Tag Archives: iOS

Setlists 2.0

Setlists 2.0 finally hits the App Store today. It’s a huge update that involved not only tons of under-the-hood improvements to take advantage of Apple’s latest iOS technologies, but also the addition of a large number of our most requested new features. To say it was a massive undertaking is an understatement. The team really outdid themselves on this one.

Setlists 2

I can’t wait to use it on stage during the next few Airplane Mode gigs.

The most interesting aspect of this update for most of my readers, I’m guessing, is the change we’re making to our pricing strategy. For years, Setlists has always been a paid-up-front, “premium” app at $9.99 USD. This time around, though, we’ve decided to experiment with making the app free to download, with a single in-app purchase to unlock the app’s full potential.[1]

Will this make Setlists a better business for us? We’ve looked at a lot of other apps that have similar strategies, and we’ve tried to avoid the pitfalls others have warned us about—but time will tell what the results of our experiment will be.

One interesting way to look at this switch is that our marketing no longer has the burden of making the sale. Our web site, our screenshots, whatever press we get, whatever ads we buy—all of that now only needs to convince people to download and try the app. Still not an easy task, but it’s easier than asking them to fork over money for an app they’ve never used.

The app itself now has to make the sale. And that sits better with me. I’d rather be judged by the app than the ads we place for the app or how pretty our screenshots are. Whatever the downsides of freemium (and there are many) that one change is certainly a good thing.

We’re confident once musicians try Setlists, a large number of them will find it suits their needs. So much so that we made the price to unlock $14.99 rather than $9.99. This might not be a “free trial” officially, but as with a free trial, our buyers aren’t being forced to take as great a risk, and thus we can charge accordingly.

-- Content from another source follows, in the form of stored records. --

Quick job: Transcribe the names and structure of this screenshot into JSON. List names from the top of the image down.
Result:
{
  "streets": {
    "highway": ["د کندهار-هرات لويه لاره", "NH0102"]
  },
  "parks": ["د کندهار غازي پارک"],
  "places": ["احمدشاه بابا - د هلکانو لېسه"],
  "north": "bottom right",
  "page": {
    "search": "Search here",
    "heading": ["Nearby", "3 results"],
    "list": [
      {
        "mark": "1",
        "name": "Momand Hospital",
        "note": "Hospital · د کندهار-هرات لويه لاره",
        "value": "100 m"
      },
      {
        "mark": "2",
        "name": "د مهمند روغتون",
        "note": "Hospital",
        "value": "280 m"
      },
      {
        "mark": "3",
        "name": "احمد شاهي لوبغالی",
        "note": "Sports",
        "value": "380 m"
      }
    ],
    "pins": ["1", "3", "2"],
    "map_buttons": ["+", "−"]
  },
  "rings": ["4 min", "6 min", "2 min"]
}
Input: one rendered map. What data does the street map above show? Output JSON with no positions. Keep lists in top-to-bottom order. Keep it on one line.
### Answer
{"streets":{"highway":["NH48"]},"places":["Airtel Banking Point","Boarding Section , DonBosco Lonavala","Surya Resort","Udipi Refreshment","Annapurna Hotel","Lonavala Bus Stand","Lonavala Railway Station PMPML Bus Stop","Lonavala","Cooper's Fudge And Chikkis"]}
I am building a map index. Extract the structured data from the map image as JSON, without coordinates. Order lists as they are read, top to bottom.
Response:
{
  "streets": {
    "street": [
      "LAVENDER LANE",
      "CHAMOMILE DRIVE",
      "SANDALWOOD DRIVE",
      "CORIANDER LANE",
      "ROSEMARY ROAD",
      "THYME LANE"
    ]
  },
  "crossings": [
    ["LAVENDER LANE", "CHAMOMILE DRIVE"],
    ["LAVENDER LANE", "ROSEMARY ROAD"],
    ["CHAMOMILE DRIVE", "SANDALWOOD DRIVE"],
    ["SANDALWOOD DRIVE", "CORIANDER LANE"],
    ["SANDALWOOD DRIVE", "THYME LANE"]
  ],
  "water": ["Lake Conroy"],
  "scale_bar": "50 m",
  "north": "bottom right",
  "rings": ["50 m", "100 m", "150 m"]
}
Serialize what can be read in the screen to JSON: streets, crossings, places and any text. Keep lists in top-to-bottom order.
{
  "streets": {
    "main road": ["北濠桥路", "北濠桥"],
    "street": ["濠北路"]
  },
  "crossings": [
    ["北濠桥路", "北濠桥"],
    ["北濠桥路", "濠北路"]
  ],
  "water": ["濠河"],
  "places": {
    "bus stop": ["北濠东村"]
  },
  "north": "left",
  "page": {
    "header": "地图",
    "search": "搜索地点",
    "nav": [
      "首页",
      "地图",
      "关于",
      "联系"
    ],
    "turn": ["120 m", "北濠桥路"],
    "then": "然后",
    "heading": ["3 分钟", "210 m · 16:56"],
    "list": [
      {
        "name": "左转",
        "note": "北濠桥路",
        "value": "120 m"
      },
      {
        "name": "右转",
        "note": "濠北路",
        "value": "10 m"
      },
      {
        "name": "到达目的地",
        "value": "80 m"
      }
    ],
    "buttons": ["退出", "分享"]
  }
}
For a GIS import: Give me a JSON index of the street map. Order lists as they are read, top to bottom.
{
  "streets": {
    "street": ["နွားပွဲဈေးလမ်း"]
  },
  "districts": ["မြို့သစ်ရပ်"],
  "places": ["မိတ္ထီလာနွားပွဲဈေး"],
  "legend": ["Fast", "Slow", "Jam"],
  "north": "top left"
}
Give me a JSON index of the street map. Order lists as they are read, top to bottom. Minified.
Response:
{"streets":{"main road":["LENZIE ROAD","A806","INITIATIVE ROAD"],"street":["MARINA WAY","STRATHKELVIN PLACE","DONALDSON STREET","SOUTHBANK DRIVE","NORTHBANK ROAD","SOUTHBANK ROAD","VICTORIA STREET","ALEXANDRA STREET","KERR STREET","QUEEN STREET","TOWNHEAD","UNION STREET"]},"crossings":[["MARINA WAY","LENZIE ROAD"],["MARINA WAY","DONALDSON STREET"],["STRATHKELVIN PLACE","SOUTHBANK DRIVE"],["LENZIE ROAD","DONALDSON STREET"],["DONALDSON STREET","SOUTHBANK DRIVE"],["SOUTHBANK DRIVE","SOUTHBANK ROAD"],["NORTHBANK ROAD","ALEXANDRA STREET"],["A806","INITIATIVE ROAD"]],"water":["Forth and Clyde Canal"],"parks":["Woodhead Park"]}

In any event, everyone at Bombing Brain is looking forward to much smaller, incremental updates for a long while after this.

  1. I know, we’re late to the freemium party, but we’re still not at all convinced that freemium is right for every app out there.  ↩

More on McDonald’s Promo Shots

As a follow up to my post yesterday, check out this video from McDonald’s Canada on the actual process they use for taking product shots.

(Thanks to @greghao on Twitter for the link.)

A couple of things I want to point out from this video:

  • Part of the reason for manipulating the burger is to be sure that all ingredients are visible in the shot. This is actually critical. If they just shot the burger as-is, and I didn’t see that it contained onions, for instance, I’d be pretty pissed when it arrived with onions. So the ingredients all need to be arranged to be hanging out of the bun. Something that would be of no concern for a production burger.
  • They spend a ton of time getting the photo correct, so that they need to do little in post-processing after the fact. This is good advice for us on our screenshots as well. If you have a content-rich app, especially, take the time to craft really good stand-in content, so you don’t have to massage it in Photoshop after the fact.
  • They spend several hours crafting this burger and setting it up to be shot. If you wanted your burger to look like the photos, in other words, you’d have to wait quite a while in that drive-thru line.
  • Note, the marketing director doesn’t seem at all concerned that making these changes, even the ones that are purely cosmetic, such as “repairing” dimples on the bun and moving the cheese around, is in any way unethical. She simply believes in showing the product in the best light possible. Her goal is to make the shot “appetizing.” (How eating the burger will make you feel.)
  • While Charles had quipped that the Special Sauce is applied with tweezers in our podcast discussion, they actually use a syringe.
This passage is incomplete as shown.